Brief: Please report every line in the material below where the word "sports" is found.

Information provided:
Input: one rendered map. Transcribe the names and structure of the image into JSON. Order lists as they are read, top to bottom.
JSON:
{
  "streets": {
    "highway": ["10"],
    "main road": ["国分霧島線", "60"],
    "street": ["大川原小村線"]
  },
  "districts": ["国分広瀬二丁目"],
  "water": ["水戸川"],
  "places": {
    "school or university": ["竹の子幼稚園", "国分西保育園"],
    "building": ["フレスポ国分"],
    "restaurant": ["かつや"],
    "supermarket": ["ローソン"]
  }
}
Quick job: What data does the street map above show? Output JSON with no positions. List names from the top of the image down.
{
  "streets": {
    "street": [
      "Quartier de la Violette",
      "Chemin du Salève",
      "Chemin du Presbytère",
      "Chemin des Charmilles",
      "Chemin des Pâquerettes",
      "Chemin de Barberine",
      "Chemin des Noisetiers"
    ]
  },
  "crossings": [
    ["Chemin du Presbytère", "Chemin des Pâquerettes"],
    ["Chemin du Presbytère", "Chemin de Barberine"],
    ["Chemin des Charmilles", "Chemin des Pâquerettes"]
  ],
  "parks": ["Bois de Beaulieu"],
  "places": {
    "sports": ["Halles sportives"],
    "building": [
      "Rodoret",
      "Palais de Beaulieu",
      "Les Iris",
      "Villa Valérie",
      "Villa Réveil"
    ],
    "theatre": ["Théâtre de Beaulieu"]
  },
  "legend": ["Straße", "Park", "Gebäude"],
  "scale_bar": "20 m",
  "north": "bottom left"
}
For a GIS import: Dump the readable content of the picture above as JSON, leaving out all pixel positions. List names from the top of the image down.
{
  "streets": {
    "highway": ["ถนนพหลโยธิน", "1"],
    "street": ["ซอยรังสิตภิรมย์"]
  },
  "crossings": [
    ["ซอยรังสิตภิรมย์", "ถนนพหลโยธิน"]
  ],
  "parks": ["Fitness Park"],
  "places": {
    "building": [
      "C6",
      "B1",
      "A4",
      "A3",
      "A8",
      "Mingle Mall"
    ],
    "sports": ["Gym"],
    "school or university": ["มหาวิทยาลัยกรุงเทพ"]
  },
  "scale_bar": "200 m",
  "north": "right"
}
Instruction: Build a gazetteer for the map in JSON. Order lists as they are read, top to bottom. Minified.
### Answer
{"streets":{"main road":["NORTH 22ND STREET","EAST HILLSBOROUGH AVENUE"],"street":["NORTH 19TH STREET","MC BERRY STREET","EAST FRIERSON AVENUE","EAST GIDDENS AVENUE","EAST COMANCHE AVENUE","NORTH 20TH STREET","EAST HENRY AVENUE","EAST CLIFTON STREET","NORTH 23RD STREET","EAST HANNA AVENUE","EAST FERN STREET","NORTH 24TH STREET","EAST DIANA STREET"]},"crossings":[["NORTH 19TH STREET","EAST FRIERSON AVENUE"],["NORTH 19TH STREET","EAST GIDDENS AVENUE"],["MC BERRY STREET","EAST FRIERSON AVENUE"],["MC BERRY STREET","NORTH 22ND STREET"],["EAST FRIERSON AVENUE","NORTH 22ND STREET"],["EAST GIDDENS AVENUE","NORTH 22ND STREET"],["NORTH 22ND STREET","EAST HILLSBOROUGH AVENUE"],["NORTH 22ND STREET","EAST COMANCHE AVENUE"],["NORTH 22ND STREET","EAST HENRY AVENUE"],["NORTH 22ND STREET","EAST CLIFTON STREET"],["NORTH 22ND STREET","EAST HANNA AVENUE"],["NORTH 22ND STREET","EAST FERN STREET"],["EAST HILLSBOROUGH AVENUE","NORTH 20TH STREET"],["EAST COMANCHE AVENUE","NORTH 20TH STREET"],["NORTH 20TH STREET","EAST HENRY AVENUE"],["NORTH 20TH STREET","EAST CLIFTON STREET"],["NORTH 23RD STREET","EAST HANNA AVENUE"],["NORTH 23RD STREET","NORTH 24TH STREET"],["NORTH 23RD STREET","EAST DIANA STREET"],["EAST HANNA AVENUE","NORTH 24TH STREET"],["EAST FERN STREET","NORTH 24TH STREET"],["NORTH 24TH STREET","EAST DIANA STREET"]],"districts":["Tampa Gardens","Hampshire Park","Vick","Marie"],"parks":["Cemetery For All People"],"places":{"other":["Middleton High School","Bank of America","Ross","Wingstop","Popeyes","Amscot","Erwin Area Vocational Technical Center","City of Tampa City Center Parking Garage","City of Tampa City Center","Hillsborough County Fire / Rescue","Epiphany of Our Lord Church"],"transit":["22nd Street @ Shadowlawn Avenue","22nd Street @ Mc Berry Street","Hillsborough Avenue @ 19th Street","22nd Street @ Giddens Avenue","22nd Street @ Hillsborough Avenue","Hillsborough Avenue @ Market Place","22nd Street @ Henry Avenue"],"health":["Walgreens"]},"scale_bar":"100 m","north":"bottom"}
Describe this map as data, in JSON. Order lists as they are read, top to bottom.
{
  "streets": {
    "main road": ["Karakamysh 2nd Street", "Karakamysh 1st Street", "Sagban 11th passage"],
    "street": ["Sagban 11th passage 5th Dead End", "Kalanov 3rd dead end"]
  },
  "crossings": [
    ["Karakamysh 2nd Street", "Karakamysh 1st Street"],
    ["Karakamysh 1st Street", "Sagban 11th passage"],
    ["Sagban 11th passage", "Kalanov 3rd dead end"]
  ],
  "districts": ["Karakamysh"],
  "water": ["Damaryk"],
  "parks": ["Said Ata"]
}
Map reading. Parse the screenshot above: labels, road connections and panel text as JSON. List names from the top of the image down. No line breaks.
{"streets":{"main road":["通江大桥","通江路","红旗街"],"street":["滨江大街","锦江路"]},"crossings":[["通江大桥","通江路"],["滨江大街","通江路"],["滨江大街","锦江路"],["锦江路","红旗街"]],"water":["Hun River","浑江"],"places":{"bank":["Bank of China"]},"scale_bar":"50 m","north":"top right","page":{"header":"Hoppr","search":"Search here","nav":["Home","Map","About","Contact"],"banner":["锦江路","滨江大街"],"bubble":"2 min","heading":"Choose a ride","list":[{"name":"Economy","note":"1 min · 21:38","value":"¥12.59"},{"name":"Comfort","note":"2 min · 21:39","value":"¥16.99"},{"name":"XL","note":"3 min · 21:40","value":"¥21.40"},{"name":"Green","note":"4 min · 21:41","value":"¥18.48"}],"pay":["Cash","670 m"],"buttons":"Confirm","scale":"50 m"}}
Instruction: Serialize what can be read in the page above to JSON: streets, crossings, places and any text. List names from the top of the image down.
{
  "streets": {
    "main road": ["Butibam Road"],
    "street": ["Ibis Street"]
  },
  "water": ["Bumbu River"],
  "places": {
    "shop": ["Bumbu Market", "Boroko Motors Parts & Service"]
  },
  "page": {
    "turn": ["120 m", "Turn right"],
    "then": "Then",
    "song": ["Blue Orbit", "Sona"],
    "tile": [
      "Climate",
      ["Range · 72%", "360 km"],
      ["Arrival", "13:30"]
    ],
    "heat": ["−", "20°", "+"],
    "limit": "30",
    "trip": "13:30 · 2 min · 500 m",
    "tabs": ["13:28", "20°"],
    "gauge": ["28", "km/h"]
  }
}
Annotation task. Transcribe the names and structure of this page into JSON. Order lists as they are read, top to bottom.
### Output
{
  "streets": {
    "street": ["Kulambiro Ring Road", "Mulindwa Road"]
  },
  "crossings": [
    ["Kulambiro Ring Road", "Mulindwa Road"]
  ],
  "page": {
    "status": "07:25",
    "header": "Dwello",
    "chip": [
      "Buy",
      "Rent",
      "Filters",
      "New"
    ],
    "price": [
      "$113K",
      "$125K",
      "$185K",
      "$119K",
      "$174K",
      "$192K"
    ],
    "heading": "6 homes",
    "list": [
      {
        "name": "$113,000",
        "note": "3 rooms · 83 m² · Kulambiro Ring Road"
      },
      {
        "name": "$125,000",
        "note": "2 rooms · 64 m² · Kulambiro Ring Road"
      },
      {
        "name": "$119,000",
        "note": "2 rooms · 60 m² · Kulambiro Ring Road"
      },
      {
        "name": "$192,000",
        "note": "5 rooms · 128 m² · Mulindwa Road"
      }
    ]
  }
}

Expected answer:
    "sports": ["Halles sportives"],
    "sports": ["Gym"],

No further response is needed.